Effective elimination of corruption in the public sector is based on the balanced use of rule-based and value-based tools. The introduction of a coordinated integrity policy at the national and organisational level is a prerequisite to an integrity management system that aims at both preventing and sanctioning abuses.

To this end, Government Decree No. 50 of 2013 (25th February) on the System of Integrity Management at Public Administration Bodies and the Procedural Rules of Receiving Lobbyists (hereafter referred to as the “Integrity Decree”) introduced the integrity management system for public administration organisations and the role of integrity advisor. The main task of the integrity advisor is the reception and examination of reports on abuses, irregularities and corruption risks related to the operations of the organisation. 

Moreover, the integrity advisor informs and advises the management and staff of the organisation in matters related to professional ethics. Pursuant to the Integrity Decree, integrity and corruption risks shall be assessed annually, based on which an annual risk management action plan to be elaborated. Furthermore, a general procedure is to be developed at organisational level for the reception and examination of reports on abuses, irregularities and corruption risks related to the operations of the organisation.

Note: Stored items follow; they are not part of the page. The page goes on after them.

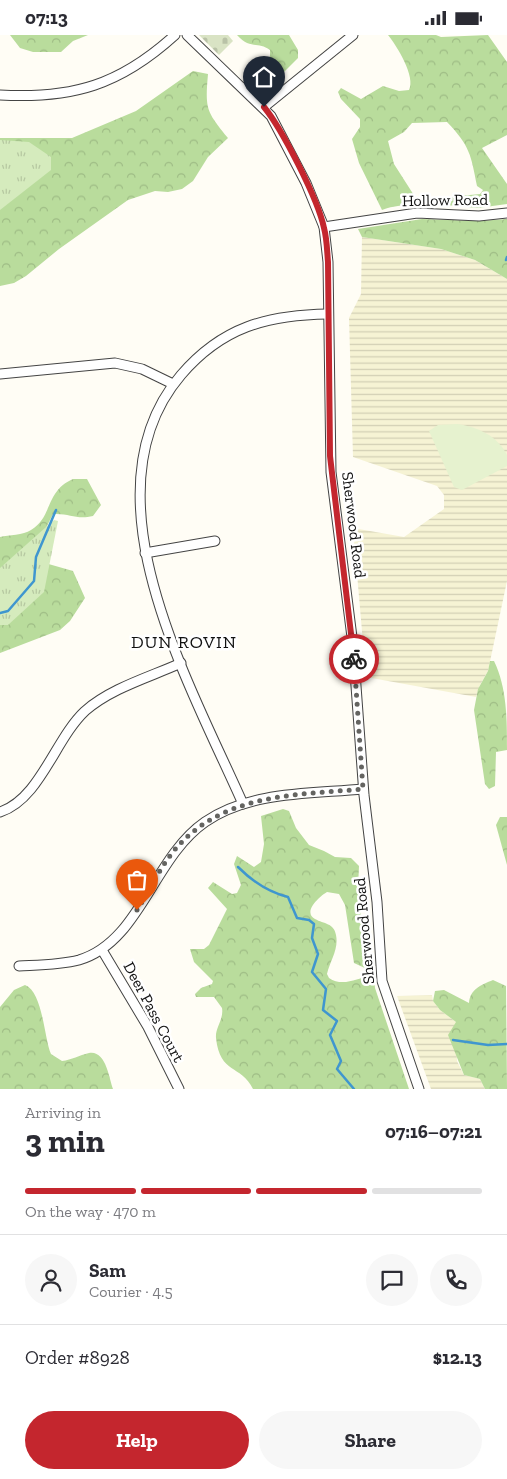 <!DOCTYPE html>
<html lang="en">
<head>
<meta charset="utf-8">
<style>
	:root { --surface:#fff; --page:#f7f7f7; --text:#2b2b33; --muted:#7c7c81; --line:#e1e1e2; --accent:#c4262e }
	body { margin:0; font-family:"Zilla Slab",serif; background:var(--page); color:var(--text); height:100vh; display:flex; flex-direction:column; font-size:19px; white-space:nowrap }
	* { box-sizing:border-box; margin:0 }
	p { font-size:16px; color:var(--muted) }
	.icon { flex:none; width:28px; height:28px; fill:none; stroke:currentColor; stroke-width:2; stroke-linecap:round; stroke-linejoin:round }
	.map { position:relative; height:1054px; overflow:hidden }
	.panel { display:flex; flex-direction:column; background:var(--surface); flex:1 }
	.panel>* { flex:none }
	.pin { position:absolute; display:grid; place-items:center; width:42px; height:42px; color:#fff; margin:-51px -21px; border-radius:50% 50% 50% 0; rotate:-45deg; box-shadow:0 0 5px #0007 }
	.pin .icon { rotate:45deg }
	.courier { position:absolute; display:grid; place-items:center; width:50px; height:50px; margin:-25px; border:4px solid #c4262e; border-radius:50%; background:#fff; color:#222; box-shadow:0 1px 6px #0007 }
	.overview em { font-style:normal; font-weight:700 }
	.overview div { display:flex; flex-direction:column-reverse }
	.overview { display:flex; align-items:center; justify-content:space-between; height:85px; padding:0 25px }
	h1 { font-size:32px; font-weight:700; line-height:38px }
	.bar { display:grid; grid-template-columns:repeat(4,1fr); gap:8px 5px; align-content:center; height:60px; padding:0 25px }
	.bar i { height:6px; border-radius:4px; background:var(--line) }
	.bar .current { background:var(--accent) }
	.bar p { grid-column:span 4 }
	.line { display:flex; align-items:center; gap:12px; padding:0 25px; border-top:1px solid var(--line) }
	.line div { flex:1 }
	.round { display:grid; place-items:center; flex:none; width:52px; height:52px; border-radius:26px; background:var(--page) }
	.action { display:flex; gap:10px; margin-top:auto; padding:10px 25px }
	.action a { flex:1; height:58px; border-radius:30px; background:var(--accent); color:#fff; font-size:20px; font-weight:700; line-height:58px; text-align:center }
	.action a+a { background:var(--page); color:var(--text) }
	.status { display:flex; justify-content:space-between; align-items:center; height:35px; padding:0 25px; background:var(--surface); direction:ltr }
	.status svg { height:14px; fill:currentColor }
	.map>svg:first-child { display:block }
	.farmland { fill:url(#farmland-rules) }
	.forest { fill:url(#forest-crowns) }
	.cemetery { fill:url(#cemetery-stones) }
	.park { fill:url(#park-tufts) }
	.pitch { fill:#e6f2cf }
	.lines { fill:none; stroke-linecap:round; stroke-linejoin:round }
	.stream { stroke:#3f96cf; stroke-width:2.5 }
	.minor-casing { stroke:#444; stroke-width:11 }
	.minor { stroke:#fff; stroke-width:9 }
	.done { stroke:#646461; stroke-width:5; stroke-dasharray:0 9 }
	.route { stroke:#c4262e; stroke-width:6 }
	.labels { text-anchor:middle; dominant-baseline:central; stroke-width:5; stroke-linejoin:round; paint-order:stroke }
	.street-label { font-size:16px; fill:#111; stroke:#fff }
	.neighbourhood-label { font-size:18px; letter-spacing:1px; fill:#111; stroke:#fff }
</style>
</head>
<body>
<div class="status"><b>07:13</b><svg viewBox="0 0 49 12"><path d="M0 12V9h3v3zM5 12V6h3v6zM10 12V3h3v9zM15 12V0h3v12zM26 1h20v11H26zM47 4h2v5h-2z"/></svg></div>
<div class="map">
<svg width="507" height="1054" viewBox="0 0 507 1054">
	<defs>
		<pattern id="farmland-rules" width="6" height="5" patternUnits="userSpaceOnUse" patternTransform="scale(1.25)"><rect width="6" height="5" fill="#f6f3d4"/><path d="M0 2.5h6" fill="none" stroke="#d2cfb5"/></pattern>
		<pattern id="forest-crowns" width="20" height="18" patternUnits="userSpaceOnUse" patternTransform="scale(1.25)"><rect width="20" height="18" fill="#b9dc9c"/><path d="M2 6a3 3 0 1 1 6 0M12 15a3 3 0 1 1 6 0" fill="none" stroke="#9ebc85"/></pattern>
		<pattern id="cemetery-stones" width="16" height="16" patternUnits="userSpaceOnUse" patternTransform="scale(1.25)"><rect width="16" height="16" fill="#d9e3c4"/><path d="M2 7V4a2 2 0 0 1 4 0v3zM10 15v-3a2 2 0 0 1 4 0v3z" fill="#b9c2a7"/></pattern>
		<pattern id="park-tufts" width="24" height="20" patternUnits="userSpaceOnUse" patternTransform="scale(1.25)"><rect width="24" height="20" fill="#d5ebbd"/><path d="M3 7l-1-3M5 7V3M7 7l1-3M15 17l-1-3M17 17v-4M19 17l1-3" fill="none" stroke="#b6c8a1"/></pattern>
	</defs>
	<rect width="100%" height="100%" fill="#fffdf5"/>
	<g class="farmland">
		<path d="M362 202 441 214 475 225 507 244V546L488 636 480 650 476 662 366 642 353 493 404 502 444 474V460L437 451 353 422 349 283 361 259Z"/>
		<path d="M432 960 433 966 440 975 456 987 457 1026 464 1040 480 1044 485 1054H431L397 961Z"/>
	</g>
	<g class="forest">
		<path d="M10 0H88L73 6 61 17H33L20 13Z"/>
		<path d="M237 0H289L298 15V23L265 56 255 51 253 45 270 21V15C258 6 250 15 237 0Z"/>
		<path d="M388 0H436L441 2 488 0 507 27V100L482 113 507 149V169L478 173 436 169 449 162 480 159 483 155 477 151C471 120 470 111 447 87L412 88 404 97 388 106 394 129 417 165C406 172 393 170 382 175L359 128 352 104 360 92V84L341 64 338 57 341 53 361 64 383 51 399 56 409 55C416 42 397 11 388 0Z"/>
		<path d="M193 36 208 39C205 74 206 76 228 103L208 122 193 146 182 154 168 157 155 156 128 165 59 214 26 241 14 248 0 251V103H72L136 76Z"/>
		<path d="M422 184 479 186 507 184V244L475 225 441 214 362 202 358 194Z"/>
		<path d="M73 444H87L101 470 93 481C76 485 70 478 53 479L42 501 45 528 73 536 85 563 70 586 60 595 0 618V502C9 500 23 500 31 495 53 482 45 456 73 444Z"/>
		<path d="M490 626H494C507 653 507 684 507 715L496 717 495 751 489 754 485 749 474 675 478 654 488 636Z"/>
		<path d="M283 774 289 776 296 793 309 810 324 816 335 822 351 823 359 831 358 853 362 894 371 928 367 934 354 928 345 870 339 859 327 857C320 861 302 877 315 884 324 889 334 888 336 900 339 914 330 926 327 939L329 943C342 952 357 944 371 940L374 943 375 953 409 1054H253C241 1029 220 1040 216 1003 215 993 224 984 222 973L214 962H196L195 959 201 953 212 949 213 946 194 927 190 914H204L209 910 227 874 208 853 213 847 232 859 237 858 241 850 234 829 237 821 254 832 261 827 264 809 261 781Z"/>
		<path d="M500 782H507V830L496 790Z"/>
		<path d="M493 945 506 951 507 1054H485L480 1044 464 1040 448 1000 456 987 440 975 433 966 435 956 444 955 469 968C470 954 481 950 493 945Z"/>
		<path d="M25 950C43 957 44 1003 51 1019L62 1026C72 1025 79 1020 89 1018 106 1015 109 1043 113 1054H0V972L14 955Z"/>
	</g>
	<path class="cemetery" d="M199 0H228L233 6 219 20Z"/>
	<g class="park">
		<path d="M0 105 29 107 51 122V135L0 175Z"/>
		<path d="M54 485 58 486 44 557 8 590H0V533Z"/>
	</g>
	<path class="pitch" d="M457 389C477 392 497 400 507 420V431L462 455 454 452 429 396 438 390Z"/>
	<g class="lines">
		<g class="stream">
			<path d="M506 225 507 222"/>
			<path d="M0 578 8 576 34 546 36 522 56 475"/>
			<path d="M238 832C252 846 268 857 288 862L297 883 309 885 314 889 312 903 318 919 312 937 326 954 323 975 337 986 330 1000 341 1026 337 1034 354 1054"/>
			<path d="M453 1005 488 1010 507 1009"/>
		</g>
		<g class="minor-casing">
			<g id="minor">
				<path d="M187 0 271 81 306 148 324 192 328 227 331 437 353 610 364 760 377 867 382 946 419 1054"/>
				<path d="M0 60C73 64 120 50 175 0"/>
				<path d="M264 72 353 0"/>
				<path d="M324 192 417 178 479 181 507 178"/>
				<path d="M0 339 115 328 142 334 173 349"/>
				<path d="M145 518 215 506"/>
				<path d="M243 769C191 651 80 458 181 340 222 292 267 280 328 279"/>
				<path d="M0 777C40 764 55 704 85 676 111 653 150 642 181 628"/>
				<path d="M102 915 148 992 179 1054"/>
				<path d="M19 931C38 930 60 930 79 925 140 907 153 823 205 787 250 756 311 759 363 754"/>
			</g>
		</g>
		<use href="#minor" class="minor"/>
	</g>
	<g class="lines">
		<path class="done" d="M137 875C150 854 161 830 178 811 226 758 298 760 363 754L354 624"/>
		<path class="route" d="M264 72C282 94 318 164 324 193 327 204 327 216 328 227L330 421 354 624"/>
	</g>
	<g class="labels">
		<g class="street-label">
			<text transform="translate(445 165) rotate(-1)">Hollow Road</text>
			<text transform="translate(354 490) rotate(83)">Sherwood Road</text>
			<text transform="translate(364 896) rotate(-95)">Sherwood Road</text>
			<text transform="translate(154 977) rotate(62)">Deer Pass Court</text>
		</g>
		<g class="neighbourhood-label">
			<text x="184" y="607">DUN ROVIN</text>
		</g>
	</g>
</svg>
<div class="pin" style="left:137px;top:875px;background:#ea580c"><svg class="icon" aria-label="bag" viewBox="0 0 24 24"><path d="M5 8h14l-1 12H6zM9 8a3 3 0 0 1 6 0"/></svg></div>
<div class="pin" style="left:264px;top:72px;background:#1f2937"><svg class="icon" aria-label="home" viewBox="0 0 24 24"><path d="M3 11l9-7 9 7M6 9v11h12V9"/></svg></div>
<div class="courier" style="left:354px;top:624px"><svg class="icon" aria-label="bike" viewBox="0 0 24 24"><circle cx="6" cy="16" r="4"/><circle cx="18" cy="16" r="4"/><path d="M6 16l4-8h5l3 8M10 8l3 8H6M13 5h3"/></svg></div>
</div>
<section class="panel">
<div class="overview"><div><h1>3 min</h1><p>Arriving in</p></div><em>07:16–07:21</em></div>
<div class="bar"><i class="current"></i><i class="current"></i><i class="current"></i><i></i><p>On the way · 470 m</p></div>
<div class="line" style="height:90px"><a class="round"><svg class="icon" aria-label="person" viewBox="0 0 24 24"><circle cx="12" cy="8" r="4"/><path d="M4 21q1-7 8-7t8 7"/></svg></a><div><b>Sam</b><p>Courier · 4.5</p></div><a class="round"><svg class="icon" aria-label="chat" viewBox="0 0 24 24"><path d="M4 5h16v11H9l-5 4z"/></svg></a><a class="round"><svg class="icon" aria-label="phone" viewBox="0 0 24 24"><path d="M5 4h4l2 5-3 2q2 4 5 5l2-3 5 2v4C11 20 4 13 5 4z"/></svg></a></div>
<div class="line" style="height:65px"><div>Order #8928</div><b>$12.13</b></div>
<div class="action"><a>Help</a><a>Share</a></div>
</section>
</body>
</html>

In order to promote a value-based approach, minimise organisational duplications and build organisational capacities to assess, identify, manage and prevent corruption risks, the internal control system and the integrity management system of the public administration organisations have been integrated by the amendment of Government Decree No. 370 of 2011 (31st December) on the Internal Control System and Internal Auditing of Central Budgetary Organizations and the Integrity Decree.